Instalado en París a partir de 1960, donde se mediría, confraternizaría e intercambiaría ideas con artistas como Pozo, Vasarely, Tinguely, De Marco y Le Parc, lo conseguirá al integrar el continuo espacio-temporal en sus piezas, que no fijan un instante concreto, sino que muestran infinitas posibilidades según la luz, la distancia y la velocidad a la que nos movamos, dando fe de lo cambiante de la realidad. “Por eso, y porque se realiza en el espacio y en el tiempo, su obra es en sí misma la realidad”, dice su hijo.

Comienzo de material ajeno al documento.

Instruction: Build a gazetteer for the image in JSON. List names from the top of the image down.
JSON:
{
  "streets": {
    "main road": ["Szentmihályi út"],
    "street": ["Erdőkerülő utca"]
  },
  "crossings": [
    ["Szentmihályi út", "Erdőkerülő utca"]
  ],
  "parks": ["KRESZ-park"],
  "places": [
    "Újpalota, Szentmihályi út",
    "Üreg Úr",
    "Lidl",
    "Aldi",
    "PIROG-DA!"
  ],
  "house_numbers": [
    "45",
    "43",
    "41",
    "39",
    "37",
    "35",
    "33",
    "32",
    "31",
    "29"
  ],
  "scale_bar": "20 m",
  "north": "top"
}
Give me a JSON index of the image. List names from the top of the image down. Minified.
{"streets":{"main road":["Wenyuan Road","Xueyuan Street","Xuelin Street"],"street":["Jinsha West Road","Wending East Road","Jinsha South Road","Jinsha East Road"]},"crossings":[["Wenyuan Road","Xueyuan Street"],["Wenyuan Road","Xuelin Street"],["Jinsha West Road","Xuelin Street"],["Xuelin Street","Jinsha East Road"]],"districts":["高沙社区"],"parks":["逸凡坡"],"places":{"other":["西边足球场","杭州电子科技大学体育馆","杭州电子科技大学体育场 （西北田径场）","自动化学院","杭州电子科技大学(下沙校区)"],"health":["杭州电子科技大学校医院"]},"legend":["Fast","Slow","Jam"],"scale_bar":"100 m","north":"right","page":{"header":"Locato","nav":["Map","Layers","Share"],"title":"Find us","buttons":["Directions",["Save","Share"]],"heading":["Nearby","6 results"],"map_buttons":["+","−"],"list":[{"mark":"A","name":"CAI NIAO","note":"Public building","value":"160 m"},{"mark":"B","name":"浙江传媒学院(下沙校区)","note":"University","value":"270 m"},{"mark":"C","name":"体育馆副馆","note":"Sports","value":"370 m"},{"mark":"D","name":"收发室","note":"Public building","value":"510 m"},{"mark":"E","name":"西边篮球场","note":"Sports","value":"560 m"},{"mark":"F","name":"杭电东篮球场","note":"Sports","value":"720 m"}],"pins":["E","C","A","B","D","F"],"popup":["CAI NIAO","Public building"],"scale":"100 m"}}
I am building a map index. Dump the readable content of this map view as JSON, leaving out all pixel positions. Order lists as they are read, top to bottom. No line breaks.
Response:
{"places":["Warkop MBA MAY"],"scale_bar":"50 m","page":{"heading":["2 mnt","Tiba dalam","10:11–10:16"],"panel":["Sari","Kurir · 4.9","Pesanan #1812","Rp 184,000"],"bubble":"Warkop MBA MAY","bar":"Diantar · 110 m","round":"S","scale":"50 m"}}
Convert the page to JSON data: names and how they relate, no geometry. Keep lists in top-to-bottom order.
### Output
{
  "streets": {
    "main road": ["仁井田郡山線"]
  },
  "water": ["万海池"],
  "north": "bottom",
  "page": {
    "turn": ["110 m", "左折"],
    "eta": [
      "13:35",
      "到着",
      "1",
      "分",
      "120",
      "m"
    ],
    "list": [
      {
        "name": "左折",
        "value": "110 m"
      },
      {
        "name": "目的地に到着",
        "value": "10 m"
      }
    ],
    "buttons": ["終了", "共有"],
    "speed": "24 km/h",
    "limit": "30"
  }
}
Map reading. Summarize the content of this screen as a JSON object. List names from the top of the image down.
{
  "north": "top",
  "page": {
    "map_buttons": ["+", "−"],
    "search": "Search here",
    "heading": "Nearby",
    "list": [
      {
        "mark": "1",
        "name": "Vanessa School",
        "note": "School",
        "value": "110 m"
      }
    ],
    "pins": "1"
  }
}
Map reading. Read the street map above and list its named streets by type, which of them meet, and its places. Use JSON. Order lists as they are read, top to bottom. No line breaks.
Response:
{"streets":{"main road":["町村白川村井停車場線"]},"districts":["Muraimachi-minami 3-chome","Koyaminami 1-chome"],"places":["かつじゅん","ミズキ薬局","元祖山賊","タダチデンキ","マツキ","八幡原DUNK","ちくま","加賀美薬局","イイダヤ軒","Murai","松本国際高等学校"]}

Sostenía el artista que ninguna de las teorías formuladas sobre el color era totalmente cierta. De las suyas derivan estas verdades: que allí donde colisionan dos planos de color vibra una sinfonía de matices contenida en una línea más oscura (“módulo de acontecimiento cromático”, sobre el que basó su principio del color aditivo), la cual surge como ilusión óptica; que el color virtual (el que permanece en la retina y provoca cierta “inducción cromática” al observar otro) es tan real como el físico (fisiocromía, resultado de la trampa de luz) y que lo importante será siempre el acontecimiento visual (por interferencia, saturación o transposición cromáticas). “De ahí su principal contribución al cinetismo desde los setenta: hacer del arte una experiencia participativa antes que contemplativa”, cuenta el hijo.
Son sus intervenciones urbanas, en espacios institucionales y privados, los que dan la medida de su conciencia social, activa ya desde sus inicios, cuando le daba a la pintura figurativa y a la fotografía para denunciar la miseria que veía en los barrios más deprimidos de Caracas (inútilmente, confesaría). “El arte es comunicación: lo que digo, lo que hago es consumo para la sociedad”, constató. Normal que haya quien lo considere pionero del street-art.
De darle continuidad a su invención del arte como servicio público se ocupan el taller parisino y la fundación homónima establecida en Houston en 2005, que ahora dirigen sus hijos e invo- lucra a sus nietos. Tienen trabajo “para varias generaciones”, dice Cruz-Diez Jr.
Uno reciente: el 11 de la madrileña calle Montalbán, en el edifico de la antigua Azucarera Nacional reconvertido en inmueble de lujo (allí se ubica ese ático tríplex que el pasado abril batía récords al venderse por 14,6 millones de euros, de los que parte pueden atribuirse a las piezas del caraqueño incluidas en la vivienda). Y el más reciente acaba de inaugurarse en Mahón: la intervención en clave de color aditivo de los pasos de peatones al final de la escalinata del Parque Rochina que lleva al puerto, el complemento urbano de la monográfica que la sede menorquina de la galería Cayón le dedica hasta el 27 de agosto. Para encender todos los colores que están en el aire, pero tenemos apagados.